Saved data entries:
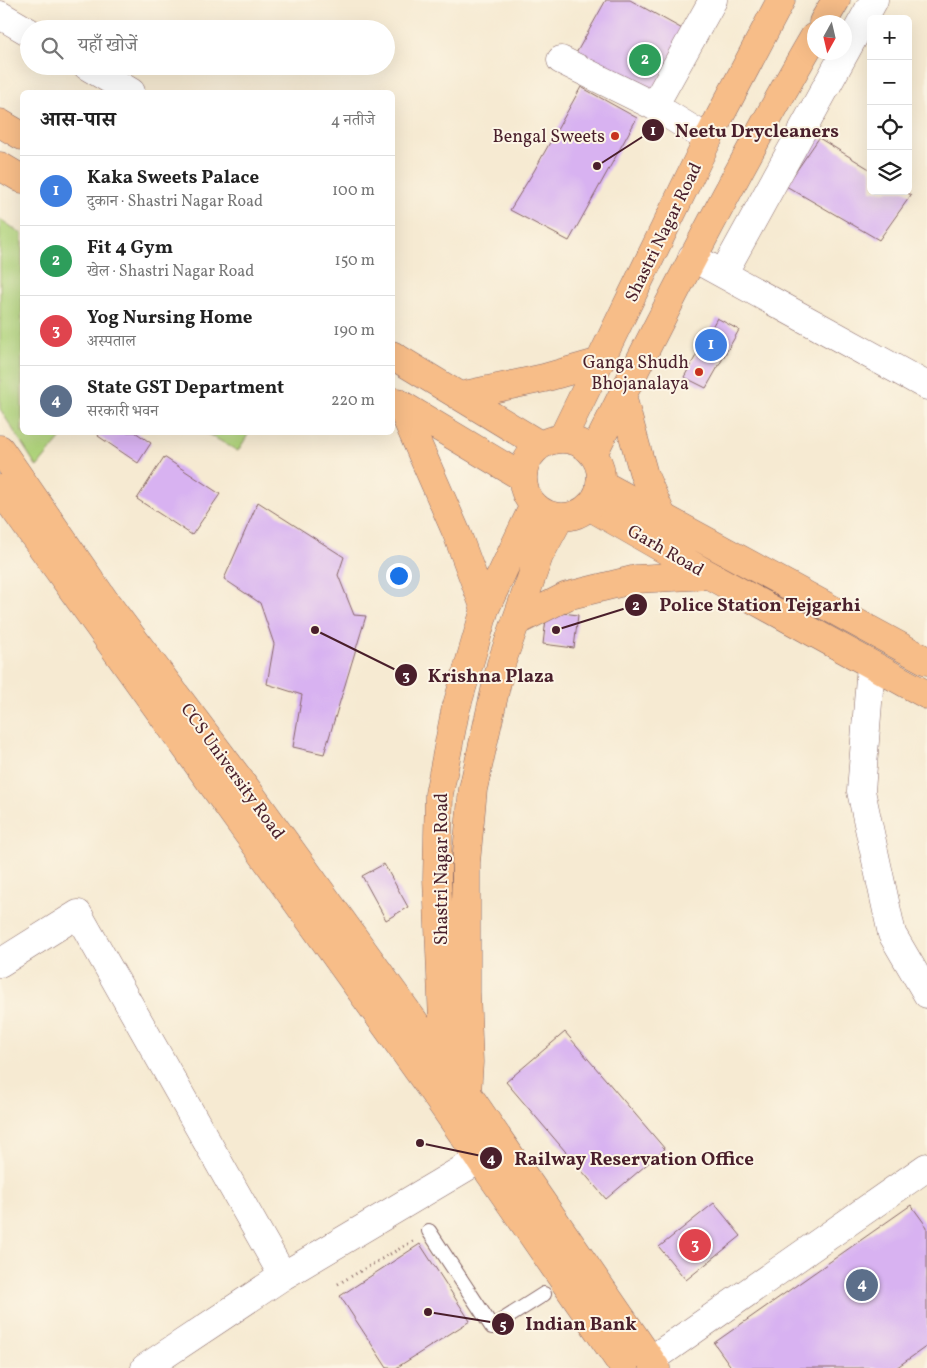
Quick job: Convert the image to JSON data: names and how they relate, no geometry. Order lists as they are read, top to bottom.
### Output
{
  "streets": {
    "main road": ["Shastri Nagar Road", "Garh Road", "CCS University Road"]
  },
  "crossings": [
    ["Shastri Nagar Road", "Garh Road"],
    ["Shastri Nagar Road", "CCS University Road"]
  ],
  "places": [
    "Bengal Sweets",
    "Neetu Drycleaners",
    "Ganga Shudh Bhojanalaya",
    "Krishna Plaza",
    "Police Station Tejgarhi",
    "Railway Reservation Office",
    "Indian Bank"
  ],
  "north": "bottom",
  "page": {
    "map_buttons": ["+", "−"],
    "search": "यहाँ खोजें",
    "pins": [
      "2",
      "1",
      "3",
      "4"
    ],
    "heading": ["आस-पास", "4 नतीजे"],
    "list": [
      {
        "mark": "1",
        "name": "Kaka Sweets Palace",
        "note": "दुकान · Shastri Nagar Road",
        "value": "100 m"
      },
      {
        "mark": "2",
        "name": "Fit 4 Gym",
        "note": "खेल · Shastri Nagar Road",
        "value": "150 m"
      },
      {
        "mark": "3",
        "name": "Yog Nursing Home",
        "note": "अस्पताल",
        "value": "190 m"
      },
      {
        "mark": "4",
        "name": "State GST Department",
        "note": "सरकारी भवन",
        "value": "220 m"
      }
    ]
  }
}
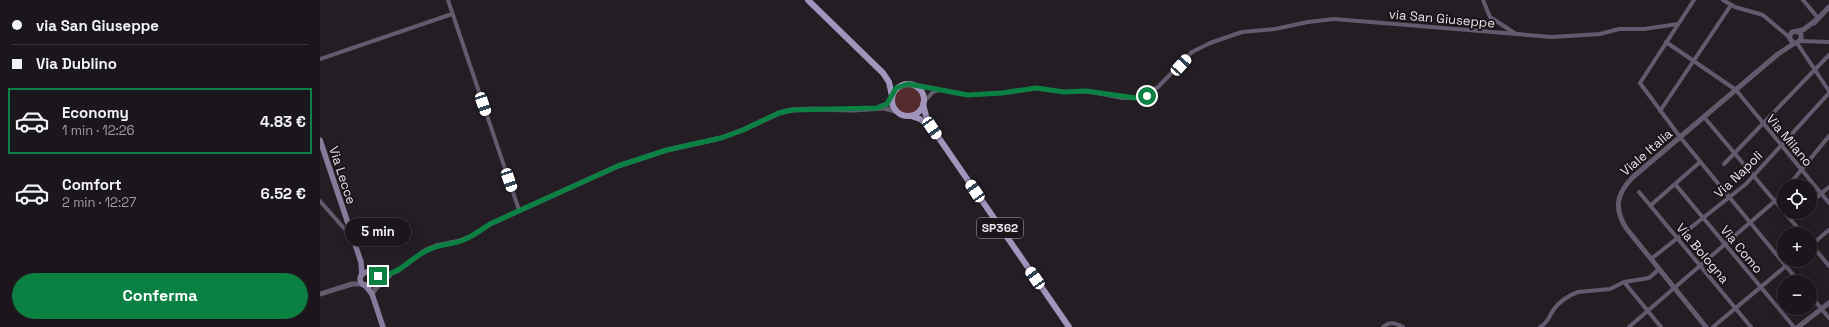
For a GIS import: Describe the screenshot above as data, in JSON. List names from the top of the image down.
{
  "streets": {
    "main road": ["Via Lecce", "SP362"],
    "street": [
      "via San Giuseppe",
      "Via Milano",
      "Viale Italia",
      "Via Napoli",
      "Via Como",
      "Via Bologna"
    ]
  },
  "crossings": [
    ["via San Giuseppe", "SP362"],
    ["Via Milano", "Viale Italia"],
    ["Via Milano", "Via Napoli"],
    ["Viale Italia", "Via Napoli"],
    ["Via Napoli", "Via Como"],
    ["Via Napoli", "Via Bologna"]
  ],
  "page": {
    "banner": ["via San Giuseppe", "Via Dublino"],
    "list": [
      {
        "name": "Economy",
        "note": "1 min · 12:26",
        "value": "4.83 €"
      },
      {
        "name": "Comfort",
        "note": "2 min · 12:27",
        "value": "6.52 €"
      }
    ],
    "map_buttons": ["+", "−"],
    "bubble": "5 min",
    "buttons": "Conferma"
  }
}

- _The problem_: The output should consist of every entry above, printed exactly, with the images removed.

- _Solved problem_:
Quick job: Convert the image to JSON data: names and how they relate, no geometry. Order lists as they are read, top to bottom.
### Output
{
  "streets": {
    "main road": ["Shastri Nagar Road", "Garh Road", "CCS University Road"]
  },
  "crossings": [
    ["Shastri Nagar Road", "Garh Road"],
    ["Shastri Nagar Road", "CCS University Road"]
  ],
  "places": [
    "Bengal Sweets",
    "Neetu Drycleaners",
    "Ganga Shudh Bhojanalaya",
    "Krishna Plaza",
    "Police Station Tejgarhi",
    "Railway Reservation Office",
    "Indian Bank"
  ],
  "north": "bottom",
  "page": {
    "map_buttons": ["+", "−"],
    "search": "यहाँ खोजें",
    "pins": [
      "2",
      "1",
      "3",
      "4"
    ],
    "heading": ["आस-पास", "4 नतीजे"],
    "list": [
      {
        "mark": "1",
        "name": "Kaka Sweets Palace",
        "note": "दुकान · Shastri Nagar Road",
        "value": "100 m"
      },
      {
        "mark": "2",
        "name": "Fit 4 Gym",
        "note": "खेल · Shastri Nagar Road",
        "value": "150 m"
      },
      {
        "mark": "3",
        "name": "Yog Nursing Home",
        "note": "अस्पताल",
        "value": "190 m"
      },
      {
        "mark": "4",
        "name": "State GST Department",
        "note": "सरकारी भवन",
        "value": "220 m"
      }
    ]
  }
}
For a GIS import: Describe the screenshot above as data, in JSON. List names from the top of the image down.
{
  "streets": {
    "main road": ["Via Lecce", "SP362"],
    "street": [
      "via San Giuseppe",
      "Via Milano",
      "Viale Italia",
      "Via Napoli",
      "Via Como",
      "Via Bologna"
    ]
  },
  "crossings": [
    ["via San Giuseppe", "SP362"],
    ["Via Milano", "Viale Italia"],
    ["Via Milano", "Via Napoli"],
    ["Viale Italia", "Via Napoli"],
    ["Via Napoli", "Via Como"],
    ["Via Napoli", "Via Bologna"]
  ],
  "page": {
    "banner": ["via San Giuseppe", "Via Dublino"],
    "list": [
      {
        "name": "Economy",
        "note": "1 min · 12:26",
        "value": "4.83 €"
      },
      {
        "name": "Comfort",
        "note": "2 min · 12:27",
        "value": "6.52 €"
      }
    ],
    "map_buttons": ["+", "−"],
    "bubble": "5 min",
    "buttons": "Conferma"
  }
}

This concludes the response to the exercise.